**Task to carry out**
Go to the line in the entries below that holds "M1030,954L1067,979L1024,1046L1005,1035L1009,1028L992,1017Z" and repeat exactly from there through the line that holds "M188,1120L203,1131L182,1158L167,1147Z", inclusive.

(Stored data entries)
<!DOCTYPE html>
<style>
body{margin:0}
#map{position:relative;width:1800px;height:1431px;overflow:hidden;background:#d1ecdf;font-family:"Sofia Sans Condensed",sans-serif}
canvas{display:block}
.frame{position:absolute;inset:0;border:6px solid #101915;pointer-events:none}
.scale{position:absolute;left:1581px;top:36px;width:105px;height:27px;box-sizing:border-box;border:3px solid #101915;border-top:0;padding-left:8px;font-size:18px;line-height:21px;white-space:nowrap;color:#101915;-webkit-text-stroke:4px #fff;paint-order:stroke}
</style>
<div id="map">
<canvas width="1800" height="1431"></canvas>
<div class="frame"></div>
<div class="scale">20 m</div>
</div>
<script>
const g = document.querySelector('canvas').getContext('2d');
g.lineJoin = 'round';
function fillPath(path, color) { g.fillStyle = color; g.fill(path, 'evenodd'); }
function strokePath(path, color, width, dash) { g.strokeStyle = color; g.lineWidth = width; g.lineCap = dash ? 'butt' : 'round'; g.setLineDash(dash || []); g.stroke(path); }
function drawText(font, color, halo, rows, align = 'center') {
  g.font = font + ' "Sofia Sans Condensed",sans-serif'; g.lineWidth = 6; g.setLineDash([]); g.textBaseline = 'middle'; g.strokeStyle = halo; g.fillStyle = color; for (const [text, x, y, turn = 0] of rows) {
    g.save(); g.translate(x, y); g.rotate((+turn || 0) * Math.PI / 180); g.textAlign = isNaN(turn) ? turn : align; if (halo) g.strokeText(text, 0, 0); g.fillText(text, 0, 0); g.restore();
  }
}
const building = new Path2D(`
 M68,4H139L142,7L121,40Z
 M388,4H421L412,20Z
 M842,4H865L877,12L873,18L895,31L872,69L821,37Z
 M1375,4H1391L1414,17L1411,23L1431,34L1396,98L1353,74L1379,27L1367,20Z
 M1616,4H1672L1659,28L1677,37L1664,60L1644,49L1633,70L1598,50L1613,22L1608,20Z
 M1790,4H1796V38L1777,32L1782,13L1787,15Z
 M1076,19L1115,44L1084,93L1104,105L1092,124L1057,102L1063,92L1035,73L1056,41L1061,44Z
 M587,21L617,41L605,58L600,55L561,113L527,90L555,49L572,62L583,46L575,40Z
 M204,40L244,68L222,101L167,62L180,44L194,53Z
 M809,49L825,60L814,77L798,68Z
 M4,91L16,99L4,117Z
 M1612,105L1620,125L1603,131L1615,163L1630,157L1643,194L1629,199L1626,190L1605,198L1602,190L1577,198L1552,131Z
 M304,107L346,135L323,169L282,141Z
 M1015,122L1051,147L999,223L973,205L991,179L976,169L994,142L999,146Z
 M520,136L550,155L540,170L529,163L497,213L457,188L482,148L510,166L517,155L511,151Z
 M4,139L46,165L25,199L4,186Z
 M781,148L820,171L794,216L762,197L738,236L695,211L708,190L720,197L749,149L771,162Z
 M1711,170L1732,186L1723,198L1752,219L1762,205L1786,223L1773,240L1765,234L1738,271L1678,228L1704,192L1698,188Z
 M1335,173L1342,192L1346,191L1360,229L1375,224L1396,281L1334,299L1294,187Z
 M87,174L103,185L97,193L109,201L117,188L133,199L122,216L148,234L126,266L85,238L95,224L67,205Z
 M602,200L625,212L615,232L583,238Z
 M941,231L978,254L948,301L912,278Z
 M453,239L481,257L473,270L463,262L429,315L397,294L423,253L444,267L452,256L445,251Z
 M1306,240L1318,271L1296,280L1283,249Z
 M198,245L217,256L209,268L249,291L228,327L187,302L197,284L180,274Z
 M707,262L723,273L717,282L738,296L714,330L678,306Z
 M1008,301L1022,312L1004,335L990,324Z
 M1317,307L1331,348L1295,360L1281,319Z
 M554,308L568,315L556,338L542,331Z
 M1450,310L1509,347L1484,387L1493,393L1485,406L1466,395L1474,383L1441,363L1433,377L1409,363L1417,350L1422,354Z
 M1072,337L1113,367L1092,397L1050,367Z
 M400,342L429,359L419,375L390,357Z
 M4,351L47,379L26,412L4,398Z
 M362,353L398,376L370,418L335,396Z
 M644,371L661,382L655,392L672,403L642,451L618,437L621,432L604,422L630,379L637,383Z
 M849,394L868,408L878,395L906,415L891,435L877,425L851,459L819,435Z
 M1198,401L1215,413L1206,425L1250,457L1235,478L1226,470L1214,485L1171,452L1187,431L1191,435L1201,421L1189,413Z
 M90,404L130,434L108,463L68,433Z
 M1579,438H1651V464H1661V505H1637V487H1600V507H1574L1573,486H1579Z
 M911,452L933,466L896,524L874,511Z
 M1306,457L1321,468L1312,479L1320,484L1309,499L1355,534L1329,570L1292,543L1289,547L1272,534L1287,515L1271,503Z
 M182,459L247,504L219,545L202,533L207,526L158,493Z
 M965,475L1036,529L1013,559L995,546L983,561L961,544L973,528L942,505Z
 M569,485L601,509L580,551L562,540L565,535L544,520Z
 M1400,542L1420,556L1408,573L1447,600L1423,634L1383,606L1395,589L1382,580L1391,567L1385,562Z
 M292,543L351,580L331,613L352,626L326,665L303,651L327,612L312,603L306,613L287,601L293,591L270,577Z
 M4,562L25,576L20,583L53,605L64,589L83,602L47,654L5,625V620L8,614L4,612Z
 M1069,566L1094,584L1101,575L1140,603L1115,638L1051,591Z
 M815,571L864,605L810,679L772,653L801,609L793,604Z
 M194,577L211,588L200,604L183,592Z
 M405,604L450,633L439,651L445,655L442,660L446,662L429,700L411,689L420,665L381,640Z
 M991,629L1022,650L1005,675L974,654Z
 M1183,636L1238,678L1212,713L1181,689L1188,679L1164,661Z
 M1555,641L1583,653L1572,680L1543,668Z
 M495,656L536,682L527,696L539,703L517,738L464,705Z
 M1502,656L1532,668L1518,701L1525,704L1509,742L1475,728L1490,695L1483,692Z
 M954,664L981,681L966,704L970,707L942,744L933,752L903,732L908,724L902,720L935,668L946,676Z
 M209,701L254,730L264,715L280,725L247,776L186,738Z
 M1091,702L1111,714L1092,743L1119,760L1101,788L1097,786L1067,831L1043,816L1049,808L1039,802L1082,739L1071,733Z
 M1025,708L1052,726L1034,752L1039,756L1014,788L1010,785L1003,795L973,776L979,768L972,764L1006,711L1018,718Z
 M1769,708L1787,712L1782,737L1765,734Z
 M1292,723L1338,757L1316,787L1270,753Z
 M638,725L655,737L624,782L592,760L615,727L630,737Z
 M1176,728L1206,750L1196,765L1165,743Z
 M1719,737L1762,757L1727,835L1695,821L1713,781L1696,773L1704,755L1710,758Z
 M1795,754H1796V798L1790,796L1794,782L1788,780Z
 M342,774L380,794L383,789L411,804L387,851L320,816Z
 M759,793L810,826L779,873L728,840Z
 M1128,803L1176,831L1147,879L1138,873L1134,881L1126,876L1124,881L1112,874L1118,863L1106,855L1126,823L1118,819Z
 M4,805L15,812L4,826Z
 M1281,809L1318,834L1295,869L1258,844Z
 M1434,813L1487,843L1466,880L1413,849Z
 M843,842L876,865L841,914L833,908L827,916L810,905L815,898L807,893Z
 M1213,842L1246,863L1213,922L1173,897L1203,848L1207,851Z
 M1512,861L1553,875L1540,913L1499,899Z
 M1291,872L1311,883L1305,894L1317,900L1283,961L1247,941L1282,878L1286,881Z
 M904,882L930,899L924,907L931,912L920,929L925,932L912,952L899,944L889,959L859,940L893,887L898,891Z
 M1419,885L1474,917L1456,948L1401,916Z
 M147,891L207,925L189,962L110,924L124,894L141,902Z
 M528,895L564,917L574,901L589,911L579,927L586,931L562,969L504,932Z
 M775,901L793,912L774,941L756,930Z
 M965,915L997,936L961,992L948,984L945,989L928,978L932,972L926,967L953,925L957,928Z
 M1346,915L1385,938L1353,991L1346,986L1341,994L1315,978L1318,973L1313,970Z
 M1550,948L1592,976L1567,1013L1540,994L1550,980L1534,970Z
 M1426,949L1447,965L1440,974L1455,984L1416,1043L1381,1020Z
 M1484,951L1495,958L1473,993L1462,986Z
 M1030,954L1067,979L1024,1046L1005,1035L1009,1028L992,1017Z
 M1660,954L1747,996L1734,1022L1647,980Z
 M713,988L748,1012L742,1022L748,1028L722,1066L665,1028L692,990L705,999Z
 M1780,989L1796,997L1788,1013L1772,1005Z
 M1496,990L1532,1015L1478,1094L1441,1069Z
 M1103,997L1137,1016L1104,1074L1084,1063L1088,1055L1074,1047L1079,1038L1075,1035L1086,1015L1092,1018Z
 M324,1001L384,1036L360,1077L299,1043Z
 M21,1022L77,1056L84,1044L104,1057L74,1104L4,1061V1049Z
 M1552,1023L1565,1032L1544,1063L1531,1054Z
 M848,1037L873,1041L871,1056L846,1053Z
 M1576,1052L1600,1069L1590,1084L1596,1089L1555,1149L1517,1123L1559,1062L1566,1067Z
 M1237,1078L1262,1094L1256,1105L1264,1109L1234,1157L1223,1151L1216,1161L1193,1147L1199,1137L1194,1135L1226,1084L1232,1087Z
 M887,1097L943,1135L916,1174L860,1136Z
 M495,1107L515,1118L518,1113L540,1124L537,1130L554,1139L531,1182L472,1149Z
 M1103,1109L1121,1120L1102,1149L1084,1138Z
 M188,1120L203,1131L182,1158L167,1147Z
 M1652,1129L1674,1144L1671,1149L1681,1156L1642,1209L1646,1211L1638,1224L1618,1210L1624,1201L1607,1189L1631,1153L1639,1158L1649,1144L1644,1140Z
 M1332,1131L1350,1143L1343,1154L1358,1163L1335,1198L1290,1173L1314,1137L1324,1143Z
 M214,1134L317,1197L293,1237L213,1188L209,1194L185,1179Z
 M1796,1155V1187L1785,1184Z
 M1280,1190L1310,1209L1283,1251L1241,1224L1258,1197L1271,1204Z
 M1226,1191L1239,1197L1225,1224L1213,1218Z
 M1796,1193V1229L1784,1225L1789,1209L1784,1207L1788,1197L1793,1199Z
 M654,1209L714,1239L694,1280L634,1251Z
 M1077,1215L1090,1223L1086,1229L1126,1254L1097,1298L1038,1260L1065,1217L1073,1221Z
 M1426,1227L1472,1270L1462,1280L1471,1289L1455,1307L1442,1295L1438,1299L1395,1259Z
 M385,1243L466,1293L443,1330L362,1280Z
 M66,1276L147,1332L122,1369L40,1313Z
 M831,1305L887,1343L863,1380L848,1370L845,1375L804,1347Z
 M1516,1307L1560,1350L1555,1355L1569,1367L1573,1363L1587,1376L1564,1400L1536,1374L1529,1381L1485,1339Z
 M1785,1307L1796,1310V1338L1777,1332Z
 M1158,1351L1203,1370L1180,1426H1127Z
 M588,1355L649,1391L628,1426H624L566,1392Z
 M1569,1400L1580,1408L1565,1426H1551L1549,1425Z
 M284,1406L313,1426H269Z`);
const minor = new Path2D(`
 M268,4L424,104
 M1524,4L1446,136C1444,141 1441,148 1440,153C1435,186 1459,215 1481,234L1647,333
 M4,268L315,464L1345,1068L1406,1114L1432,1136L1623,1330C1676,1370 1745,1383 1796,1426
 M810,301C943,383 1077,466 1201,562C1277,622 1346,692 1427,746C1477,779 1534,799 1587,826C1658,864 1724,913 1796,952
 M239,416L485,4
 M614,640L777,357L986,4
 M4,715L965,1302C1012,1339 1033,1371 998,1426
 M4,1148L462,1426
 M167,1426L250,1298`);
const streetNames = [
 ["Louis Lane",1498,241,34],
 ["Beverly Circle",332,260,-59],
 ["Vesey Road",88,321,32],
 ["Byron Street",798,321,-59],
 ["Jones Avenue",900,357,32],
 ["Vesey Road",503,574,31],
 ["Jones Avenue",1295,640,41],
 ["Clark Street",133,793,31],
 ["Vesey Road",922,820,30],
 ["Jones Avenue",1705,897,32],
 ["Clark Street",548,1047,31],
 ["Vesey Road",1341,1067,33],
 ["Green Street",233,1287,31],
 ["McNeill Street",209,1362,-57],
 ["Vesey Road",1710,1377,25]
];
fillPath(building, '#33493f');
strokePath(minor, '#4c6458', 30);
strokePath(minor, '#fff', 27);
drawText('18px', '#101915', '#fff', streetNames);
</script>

**Response to this exercise**
 M1030,954L1067,979L1024,1046L1005,1035L1009,1028L992,1017Z
 M1660,954L1747,996L1734,1022L1647,980Z
 M713,988L748,1012L742,1022L748,1028L722,1066L665,1028L692,990L705,999Z
 M1780,989L1796,997L1788,1013L1772,1005Z
 M1496,990L1532,1015L1478,1094L1441,1069Z
 M1103,997L1137,1016L1104,1074L1084,1063L1088,1055L1074,1047L1079,1038L1075,1035L1086,1015L1092,1018Z
 M324,1001L384,1036L360,1077L299,1043Z
 M21,1022L77,1056L84,1044L104,1057L74,1104L4,1061V1049Z
 M1552,1023L1565,1032L1544,1063L1531,1054Z
 M848,1037L873,1041L871,1056L846,1053Z
 M1576,1052L1600,1069L1590,1084L1596,1089L1555,1149L1517,1123L1559,1062L1566,1067Z
 M1237,1078L1262,1094L1256,1105L1264,1109L1234,1157L1223,1151L1216,1161L1193,1147L1199,1137L1194,1135L1226,1084L1232,1087Z
 M887,1097L943,1135L916,1174L860,1136Z
 M495,1107L515,1118L518,1113L540,1124L537,1130L554,1139L531,1182L472,1149Z
 M1103,1109L1121,1120L1102,1149L1084,1138Z
 M188,1120L203,1131L182,1158L167,1147Z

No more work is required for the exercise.